Ein Viermaster aus Stahl (und aus Hamburg)

Die Peking wurde 1911 von der Hamburger Werft Blohm + Voss vom Stapel gelassen und segelte fortan für die so genannte P-Liner-Flotte der Reederei F. Laeisz – der Chef hatte halt alle seiner Stahlsegler auf einen Namen mit “P” getauft. Ich kann es ja irgendwie verstehen. ;-)

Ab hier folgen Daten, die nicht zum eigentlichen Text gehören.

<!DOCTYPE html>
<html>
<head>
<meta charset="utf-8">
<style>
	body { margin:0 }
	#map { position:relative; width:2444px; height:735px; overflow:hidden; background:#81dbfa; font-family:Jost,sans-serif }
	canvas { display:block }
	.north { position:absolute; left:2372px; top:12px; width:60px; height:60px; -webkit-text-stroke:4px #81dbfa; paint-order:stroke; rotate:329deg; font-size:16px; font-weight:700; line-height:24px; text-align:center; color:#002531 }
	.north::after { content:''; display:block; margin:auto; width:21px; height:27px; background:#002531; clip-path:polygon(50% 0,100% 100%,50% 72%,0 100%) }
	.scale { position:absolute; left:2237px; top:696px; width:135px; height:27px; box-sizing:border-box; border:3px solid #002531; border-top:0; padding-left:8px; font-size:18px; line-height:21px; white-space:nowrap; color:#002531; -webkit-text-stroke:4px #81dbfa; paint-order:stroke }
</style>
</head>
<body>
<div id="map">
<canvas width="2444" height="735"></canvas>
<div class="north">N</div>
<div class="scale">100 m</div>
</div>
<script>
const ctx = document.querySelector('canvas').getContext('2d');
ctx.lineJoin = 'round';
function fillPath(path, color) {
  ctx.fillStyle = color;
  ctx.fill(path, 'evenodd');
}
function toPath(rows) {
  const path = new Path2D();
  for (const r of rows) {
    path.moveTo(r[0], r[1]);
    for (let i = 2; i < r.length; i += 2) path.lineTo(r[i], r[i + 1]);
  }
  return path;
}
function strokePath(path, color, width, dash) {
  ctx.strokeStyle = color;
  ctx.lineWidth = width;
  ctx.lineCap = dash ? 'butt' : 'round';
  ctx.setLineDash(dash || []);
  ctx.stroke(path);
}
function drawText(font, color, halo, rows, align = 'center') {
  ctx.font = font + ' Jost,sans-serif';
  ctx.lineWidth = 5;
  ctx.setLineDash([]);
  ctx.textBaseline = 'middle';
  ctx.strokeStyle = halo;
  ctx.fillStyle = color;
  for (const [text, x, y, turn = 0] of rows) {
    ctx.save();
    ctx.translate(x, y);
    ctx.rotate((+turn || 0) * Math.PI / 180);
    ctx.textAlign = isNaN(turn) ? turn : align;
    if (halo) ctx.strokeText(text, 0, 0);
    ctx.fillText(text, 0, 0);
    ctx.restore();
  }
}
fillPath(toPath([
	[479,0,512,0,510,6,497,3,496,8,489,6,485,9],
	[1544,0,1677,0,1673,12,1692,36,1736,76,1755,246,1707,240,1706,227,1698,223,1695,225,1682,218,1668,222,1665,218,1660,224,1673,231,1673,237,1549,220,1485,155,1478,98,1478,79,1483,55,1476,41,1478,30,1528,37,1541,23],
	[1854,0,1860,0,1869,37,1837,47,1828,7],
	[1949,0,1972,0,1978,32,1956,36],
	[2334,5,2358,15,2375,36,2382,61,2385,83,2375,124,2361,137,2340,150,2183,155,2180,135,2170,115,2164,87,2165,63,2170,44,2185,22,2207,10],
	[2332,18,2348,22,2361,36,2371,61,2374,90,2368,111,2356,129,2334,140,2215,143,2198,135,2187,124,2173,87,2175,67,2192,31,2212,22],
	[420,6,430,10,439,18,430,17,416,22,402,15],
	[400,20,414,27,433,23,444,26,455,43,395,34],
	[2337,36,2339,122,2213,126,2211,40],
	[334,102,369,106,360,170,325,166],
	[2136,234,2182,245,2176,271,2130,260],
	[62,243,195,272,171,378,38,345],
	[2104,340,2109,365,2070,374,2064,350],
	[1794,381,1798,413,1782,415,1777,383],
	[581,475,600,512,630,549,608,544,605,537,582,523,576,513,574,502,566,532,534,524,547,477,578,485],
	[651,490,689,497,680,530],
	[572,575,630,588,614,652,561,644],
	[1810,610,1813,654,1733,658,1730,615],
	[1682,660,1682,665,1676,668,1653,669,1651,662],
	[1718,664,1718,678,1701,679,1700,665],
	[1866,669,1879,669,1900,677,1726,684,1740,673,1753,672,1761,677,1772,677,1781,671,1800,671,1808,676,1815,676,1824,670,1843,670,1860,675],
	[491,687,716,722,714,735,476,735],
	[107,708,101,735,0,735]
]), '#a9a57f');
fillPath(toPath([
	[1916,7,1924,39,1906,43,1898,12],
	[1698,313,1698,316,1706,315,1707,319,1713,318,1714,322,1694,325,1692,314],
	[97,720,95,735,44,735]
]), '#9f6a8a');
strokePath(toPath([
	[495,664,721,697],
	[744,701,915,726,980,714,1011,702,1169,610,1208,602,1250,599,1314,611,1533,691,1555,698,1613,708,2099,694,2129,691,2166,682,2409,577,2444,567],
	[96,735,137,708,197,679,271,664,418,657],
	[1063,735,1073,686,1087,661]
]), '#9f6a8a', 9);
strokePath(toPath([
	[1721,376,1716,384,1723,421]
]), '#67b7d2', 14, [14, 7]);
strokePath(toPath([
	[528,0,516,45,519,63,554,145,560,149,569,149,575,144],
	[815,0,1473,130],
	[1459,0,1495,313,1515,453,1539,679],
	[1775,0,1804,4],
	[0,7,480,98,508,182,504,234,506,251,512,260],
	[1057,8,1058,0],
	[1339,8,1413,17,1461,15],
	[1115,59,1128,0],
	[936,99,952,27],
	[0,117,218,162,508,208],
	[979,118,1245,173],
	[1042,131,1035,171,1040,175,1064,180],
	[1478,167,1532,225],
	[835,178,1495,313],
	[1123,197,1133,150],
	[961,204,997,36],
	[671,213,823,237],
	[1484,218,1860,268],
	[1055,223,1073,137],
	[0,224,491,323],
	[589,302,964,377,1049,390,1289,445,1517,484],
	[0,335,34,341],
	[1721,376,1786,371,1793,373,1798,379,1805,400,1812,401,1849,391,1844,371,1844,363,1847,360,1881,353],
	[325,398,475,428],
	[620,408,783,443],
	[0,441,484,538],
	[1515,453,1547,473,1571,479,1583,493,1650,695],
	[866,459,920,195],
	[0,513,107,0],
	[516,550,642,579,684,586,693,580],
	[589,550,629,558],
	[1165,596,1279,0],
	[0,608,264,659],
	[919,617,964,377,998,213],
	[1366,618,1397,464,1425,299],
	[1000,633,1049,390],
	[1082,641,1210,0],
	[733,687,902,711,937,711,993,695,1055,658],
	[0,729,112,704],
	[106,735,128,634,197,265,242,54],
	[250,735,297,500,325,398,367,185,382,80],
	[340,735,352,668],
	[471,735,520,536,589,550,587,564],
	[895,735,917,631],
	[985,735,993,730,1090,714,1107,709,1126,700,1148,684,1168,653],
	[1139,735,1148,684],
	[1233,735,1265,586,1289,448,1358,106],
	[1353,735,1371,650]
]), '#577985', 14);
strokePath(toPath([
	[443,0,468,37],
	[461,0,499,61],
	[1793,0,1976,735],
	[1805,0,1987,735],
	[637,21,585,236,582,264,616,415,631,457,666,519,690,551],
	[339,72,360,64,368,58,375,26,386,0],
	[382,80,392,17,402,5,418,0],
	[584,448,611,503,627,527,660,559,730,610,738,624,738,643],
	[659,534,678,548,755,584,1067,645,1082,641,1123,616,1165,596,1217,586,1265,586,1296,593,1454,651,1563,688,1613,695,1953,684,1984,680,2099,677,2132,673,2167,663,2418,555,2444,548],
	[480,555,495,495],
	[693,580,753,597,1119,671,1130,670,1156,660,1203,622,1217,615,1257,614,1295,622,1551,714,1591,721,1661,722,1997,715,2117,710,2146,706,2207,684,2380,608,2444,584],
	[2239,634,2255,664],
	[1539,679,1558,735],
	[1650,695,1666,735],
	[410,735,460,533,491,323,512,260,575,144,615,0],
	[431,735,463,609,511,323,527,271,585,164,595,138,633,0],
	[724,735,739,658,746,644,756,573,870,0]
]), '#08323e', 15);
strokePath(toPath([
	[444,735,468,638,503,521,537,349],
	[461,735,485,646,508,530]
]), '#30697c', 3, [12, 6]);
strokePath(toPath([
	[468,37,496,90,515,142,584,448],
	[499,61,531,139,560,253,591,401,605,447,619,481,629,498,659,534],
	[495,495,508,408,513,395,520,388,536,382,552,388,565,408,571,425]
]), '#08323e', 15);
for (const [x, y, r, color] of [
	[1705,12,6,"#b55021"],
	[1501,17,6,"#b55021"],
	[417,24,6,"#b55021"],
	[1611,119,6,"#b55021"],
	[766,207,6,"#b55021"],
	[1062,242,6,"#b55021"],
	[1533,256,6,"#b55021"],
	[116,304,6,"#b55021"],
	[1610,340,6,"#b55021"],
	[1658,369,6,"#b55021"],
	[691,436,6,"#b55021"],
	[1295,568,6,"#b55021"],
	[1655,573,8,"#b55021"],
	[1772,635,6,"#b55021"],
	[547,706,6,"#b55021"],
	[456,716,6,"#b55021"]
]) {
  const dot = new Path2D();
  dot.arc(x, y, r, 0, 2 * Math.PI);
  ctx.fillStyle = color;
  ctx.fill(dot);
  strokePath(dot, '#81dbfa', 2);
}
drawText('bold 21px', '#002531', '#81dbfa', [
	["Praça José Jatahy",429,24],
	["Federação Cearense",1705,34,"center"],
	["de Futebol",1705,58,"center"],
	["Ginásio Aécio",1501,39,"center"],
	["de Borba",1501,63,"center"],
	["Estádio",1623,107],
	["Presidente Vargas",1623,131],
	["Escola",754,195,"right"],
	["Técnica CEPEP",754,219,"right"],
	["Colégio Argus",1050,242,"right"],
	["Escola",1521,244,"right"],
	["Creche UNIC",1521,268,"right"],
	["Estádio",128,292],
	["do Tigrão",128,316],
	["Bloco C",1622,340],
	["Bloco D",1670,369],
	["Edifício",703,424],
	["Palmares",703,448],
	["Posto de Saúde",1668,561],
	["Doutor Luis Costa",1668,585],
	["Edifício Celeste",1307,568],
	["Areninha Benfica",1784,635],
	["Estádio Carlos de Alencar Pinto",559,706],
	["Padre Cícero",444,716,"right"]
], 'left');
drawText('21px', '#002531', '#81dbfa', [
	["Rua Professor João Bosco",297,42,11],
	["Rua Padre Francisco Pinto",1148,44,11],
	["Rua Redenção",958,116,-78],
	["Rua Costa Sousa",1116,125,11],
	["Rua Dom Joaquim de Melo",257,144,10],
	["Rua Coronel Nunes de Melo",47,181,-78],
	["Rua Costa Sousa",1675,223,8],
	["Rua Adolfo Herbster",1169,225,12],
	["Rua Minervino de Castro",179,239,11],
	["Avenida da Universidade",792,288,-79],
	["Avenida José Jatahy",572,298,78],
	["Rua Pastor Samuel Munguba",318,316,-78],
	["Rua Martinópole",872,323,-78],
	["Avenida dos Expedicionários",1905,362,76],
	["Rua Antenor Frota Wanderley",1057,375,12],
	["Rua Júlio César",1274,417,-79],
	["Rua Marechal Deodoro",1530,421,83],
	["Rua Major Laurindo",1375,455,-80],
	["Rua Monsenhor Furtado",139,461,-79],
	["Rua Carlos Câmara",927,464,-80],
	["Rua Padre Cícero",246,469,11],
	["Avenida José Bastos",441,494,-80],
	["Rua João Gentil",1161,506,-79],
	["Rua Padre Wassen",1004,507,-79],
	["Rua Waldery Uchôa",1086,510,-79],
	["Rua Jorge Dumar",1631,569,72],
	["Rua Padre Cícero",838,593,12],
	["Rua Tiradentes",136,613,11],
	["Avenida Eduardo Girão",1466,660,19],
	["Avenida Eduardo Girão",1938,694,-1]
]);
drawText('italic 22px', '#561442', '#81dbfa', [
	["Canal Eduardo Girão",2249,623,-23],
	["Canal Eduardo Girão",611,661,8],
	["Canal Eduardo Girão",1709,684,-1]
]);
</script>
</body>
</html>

Damals waren diese Segelschiffe aus Stahl das modernste, was Schiffbauingenieure sich ausdenken konnten – im Schiffsbauch lerne ich jede Menge über die Vorzüge der Peking. Wer um die Jahrhundertwende nicht segelte, trieb sein Schiff mit Kohlekraft an. Aber Kohle wiegt schwer, und für eine Fahrt um die Spitze Südamerikas konnten die meisten Schiffe nicht genug Kraftstoff mitnehmen – sie brauchten ja auch noch Platz für die Ladung. Die üblichen Holz-Windjammer wiederum konnten in den Stürmen am Kap Hoorn verheerenden Schaden nehmen.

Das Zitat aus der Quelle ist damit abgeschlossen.